Low-end GPUs have so few shader units, and are so (relatively) slow, that they'll never burn through 512MB or 1GB of on-board RAM before the buffer can be trickle-refilled from the system RAM, which is also darn-fast in a modern Sandy Bridge CPU. They aren't fast enough at most tasks (except maybe contrived synthetic benchmarks) for it to matter. That's why in the old days they used to share system RAM. But RAM is so cheap now in volume that shady graphics card OEMs can slap 2GB on a puny card and sell it for much more than they could the same card with 512MB of RAM. It is used as a marketing vehicle, not for performance.
I've explained elsewhere why judging a card purely based on GDDR5 vs GDDR4 vs DDR3 can be a large fallacy.

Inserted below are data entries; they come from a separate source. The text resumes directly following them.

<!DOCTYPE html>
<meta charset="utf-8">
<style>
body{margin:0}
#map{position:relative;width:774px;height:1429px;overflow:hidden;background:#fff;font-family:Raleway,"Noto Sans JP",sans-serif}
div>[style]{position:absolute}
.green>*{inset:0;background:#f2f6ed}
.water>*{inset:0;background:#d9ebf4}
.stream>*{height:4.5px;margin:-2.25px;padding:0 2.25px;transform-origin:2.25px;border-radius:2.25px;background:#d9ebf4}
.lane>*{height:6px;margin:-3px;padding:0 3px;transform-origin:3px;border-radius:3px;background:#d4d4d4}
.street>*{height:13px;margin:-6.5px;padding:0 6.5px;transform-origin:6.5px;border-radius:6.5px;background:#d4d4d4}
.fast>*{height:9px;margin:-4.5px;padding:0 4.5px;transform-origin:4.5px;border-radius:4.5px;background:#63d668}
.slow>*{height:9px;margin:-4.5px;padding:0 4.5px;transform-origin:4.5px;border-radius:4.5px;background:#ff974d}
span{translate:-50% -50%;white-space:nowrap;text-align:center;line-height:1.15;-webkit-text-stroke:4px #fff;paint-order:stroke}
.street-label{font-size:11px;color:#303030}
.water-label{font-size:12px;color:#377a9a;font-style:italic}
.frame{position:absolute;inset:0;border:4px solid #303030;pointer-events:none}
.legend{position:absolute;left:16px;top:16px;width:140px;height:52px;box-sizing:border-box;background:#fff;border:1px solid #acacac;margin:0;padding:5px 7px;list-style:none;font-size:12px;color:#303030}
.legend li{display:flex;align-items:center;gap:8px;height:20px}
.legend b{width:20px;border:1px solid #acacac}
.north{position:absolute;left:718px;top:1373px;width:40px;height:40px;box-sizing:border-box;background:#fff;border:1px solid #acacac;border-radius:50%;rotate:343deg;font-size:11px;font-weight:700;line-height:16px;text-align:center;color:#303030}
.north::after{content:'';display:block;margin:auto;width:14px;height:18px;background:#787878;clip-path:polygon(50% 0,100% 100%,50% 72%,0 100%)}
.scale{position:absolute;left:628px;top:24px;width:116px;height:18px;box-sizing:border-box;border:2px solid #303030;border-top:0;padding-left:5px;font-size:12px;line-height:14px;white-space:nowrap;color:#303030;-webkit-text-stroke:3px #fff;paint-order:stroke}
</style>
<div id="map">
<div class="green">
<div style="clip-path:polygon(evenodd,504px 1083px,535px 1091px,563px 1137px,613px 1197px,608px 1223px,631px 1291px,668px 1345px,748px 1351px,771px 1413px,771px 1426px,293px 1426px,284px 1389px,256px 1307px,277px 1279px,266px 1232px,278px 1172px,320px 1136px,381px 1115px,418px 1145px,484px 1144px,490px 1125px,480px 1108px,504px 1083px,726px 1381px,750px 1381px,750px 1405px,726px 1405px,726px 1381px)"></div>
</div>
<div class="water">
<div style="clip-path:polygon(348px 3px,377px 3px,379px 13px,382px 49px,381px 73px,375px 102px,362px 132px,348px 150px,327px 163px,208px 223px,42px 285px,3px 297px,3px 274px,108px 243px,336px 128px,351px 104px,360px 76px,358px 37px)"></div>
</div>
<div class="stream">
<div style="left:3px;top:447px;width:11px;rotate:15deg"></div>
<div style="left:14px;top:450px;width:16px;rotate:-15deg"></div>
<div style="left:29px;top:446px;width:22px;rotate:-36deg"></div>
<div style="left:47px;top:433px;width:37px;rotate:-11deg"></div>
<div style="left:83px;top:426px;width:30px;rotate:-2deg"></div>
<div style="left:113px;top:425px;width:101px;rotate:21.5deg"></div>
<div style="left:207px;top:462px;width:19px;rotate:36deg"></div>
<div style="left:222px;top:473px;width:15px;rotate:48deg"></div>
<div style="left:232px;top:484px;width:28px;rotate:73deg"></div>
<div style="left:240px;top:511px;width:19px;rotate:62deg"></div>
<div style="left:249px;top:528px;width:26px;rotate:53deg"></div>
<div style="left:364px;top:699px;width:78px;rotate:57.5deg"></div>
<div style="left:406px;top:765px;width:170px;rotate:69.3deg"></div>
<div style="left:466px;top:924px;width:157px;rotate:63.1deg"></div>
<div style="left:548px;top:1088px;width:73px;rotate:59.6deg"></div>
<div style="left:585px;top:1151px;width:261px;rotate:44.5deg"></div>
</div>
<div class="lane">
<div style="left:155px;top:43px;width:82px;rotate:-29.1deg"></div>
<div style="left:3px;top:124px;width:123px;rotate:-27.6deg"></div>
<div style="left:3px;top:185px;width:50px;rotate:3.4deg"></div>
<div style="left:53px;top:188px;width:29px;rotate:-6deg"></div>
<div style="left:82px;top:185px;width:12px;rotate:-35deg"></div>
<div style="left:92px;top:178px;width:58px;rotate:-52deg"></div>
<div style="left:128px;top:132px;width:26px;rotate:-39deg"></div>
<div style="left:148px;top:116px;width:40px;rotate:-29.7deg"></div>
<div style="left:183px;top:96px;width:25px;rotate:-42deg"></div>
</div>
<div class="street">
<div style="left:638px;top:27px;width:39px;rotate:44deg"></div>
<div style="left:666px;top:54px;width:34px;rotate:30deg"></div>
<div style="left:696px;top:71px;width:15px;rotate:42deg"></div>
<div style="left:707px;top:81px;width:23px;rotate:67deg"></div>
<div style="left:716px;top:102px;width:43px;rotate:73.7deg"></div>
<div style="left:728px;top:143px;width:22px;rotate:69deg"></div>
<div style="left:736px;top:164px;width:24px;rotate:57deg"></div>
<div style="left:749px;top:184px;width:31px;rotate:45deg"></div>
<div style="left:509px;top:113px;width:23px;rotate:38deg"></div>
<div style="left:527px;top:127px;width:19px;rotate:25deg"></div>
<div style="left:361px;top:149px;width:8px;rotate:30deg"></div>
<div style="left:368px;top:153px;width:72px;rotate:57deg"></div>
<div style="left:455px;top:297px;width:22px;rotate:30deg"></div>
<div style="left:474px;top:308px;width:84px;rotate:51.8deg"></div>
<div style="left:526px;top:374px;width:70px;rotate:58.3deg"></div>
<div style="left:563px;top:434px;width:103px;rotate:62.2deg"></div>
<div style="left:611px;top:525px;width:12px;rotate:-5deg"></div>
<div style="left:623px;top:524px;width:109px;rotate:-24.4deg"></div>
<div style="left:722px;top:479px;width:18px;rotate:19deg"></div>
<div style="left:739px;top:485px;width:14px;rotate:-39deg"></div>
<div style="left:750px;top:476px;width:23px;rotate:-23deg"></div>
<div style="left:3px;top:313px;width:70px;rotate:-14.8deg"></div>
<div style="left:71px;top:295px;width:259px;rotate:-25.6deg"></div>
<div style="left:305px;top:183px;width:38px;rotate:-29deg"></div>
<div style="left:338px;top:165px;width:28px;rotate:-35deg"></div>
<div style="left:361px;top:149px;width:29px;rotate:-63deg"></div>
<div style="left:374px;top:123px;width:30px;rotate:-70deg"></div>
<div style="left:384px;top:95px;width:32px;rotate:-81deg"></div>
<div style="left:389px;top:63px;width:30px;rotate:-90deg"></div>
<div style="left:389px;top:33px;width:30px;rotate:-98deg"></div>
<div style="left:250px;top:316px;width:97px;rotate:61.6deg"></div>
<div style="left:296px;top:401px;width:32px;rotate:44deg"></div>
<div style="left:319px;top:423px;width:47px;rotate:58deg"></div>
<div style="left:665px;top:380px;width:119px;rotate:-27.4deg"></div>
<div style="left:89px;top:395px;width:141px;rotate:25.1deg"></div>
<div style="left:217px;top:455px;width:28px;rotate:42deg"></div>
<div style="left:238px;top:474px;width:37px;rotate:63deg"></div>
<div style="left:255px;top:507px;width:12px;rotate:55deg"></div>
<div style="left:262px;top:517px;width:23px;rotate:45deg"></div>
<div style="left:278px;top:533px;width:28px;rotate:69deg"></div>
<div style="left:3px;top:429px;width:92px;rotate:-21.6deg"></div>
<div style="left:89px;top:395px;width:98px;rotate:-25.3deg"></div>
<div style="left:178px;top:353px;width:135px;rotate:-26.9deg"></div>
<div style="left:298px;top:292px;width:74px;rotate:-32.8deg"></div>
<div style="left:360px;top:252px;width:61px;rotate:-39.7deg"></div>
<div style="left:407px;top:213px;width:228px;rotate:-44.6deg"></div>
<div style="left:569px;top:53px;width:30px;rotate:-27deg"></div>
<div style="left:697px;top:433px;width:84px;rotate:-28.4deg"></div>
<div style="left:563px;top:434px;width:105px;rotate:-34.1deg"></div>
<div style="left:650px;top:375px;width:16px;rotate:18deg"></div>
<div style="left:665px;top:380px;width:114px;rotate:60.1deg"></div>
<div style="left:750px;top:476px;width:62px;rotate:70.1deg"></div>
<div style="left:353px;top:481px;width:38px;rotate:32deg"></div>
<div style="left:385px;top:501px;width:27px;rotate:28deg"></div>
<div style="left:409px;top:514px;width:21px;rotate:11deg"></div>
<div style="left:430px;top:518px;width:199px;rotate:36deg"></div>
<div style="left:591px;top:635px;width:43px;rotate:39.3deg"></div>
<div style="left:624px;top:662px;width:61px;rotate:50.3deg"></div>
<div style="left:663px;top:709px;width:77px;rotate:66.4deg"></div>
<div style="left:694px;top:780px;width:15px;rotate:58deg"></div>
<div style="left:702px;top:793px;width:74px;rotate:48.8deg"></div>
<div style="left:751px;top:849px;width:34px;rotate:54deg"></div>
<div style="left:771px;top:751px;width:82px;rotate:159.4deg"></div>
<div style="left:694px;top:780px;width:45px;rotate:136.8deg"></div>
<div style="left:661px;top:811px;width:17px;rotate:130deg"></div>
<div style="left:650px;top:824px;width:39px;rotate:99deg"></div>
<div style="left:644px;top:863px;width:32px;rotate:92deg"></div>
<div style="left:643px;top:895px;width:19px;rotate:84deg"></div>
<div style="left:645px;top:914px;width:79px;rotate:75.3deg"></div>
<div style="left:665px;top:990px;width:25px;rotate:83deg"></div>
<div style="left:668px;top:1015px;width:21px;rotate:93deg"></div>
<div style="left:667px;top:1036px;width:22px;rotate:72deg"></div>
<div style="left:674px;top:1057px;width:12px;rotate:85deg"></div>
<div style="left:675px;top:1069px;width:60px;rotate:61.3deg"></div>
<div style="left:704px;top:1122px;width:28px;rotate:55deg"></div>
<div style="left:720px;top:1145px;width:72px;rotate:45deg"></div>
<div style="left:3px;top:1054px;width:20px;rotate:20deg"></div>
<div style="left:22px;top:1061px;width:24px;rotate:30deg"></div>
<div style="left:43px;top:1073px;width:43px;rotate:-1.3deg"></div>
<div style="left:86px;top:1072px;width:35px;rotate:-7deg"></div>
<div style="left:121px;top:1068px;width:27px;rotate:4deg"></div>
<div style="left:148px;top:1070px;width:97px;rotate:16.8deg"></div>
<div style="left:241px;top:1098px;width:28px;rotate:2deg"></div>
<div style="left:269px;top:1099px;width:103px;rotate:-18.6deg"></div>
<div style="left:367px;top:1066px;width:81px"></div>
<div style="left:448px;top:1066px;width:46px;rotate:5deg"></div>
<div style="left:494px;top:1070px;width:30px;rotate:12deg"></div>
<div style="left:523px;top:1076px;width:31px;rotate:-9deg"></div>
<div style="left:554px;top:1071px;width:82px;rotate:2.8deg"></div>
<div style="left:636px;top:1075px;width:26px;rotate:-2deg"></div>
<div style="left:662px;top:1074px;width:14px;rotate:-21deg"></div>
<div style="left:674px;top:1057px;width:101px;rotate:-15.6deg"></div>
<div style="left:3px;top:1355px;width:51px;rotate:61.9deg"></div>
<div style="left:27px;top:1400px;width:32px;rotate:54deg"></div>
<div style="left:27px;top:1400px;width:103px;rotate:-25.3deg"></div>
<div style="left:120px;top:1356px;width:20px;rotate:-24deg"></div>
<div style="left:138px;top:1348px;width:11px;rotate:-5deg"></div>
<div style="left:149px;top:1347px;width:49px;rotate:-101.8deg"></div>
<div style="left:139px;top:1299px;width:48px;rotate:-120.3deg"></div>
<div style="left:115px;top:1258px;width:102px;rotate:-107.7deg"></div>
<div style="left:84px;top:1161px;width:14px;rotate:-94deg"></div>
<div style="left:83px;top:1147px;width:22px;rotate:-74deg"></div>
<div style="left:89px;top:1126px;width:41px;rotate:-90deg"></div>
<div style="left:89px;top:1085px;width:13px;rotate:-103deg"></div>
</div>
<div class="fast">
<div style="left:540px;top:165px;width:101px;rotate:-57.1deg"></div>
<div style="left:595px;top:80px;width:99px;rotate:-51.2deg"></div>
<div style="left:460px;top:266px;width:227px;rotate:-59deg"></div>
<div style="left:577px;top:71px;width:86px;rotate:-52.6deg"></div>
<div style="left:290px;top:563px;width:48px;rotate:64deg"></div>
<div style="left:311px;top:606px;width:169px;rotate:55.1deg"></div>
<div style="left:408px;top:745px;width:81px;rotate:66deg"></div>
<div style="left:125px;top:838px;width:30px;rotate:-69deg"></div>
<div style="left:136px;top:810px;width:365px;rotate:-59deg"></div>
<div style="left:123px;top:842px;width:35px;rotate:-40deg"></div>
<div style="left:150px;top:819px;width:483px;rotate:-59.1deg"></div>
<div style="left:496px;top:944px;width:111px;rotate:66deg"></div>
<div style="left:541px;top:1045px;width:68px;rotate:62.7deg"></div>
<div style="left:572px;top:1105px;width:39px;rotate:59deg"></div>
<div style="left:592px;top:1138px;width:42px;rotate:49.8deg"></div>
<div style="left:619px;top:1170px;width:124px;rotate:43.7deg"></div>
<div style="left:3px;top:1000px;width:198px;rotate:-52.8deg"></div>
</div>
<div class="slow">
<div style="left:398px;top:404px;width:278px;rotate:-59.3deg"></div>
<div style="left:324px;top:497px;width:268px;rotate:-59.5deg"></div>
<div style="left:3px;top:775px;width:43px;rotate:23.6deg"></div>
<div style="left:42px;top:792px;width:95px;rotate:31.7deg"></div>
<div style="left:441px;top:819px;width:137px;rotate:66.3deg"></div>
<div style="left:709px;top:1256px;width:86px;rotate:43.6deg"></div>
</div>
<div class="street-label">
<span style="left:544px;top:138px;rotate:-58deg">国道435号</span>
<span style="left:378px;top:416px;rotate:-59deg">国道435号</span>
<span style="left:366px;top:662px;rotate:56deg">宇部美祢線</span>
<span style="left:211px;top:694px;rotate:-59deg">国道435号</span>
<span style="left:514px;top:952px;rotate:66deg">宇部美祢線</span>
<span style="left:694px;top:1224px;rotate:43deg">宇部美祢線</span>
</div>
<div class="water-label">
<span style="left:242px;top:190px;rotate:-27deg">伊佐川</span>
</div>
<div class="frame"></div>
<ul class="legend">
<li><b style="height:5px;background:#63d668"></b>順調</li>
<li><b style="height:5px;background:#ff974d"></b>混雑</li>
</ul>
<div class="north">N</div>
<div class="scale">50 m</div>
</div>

What matters is not the RAM "type", but the data rate and latency. The data rate is a function of memory speed (bandwidth) and the GPU's memory controller width. If you take some GDDR5 chips running on 1 GPU that has a 256-bit memory bus, and compare it to the exact same chips running at the exact same "speed", but attached to a chip that has only a 128-bit bus, the latter will have literally 1/2 the over all data rate. Plus, GDDR5 RAM usually has
higher latency than DDR3 per-clock. It can run at such high clockspeeds that it, usually, still works out to be quicker in "real time" than the slower, lower-latency memory. But that only applies if the vendor is actually shipping high bandwidth GDDR5, and isn't buying bottom-of-the-bin RAM chips and slapping them on an old GPU with a tiny memory interface.
And, they do just that to sell them to people who don't understand the intricacies at higher margins.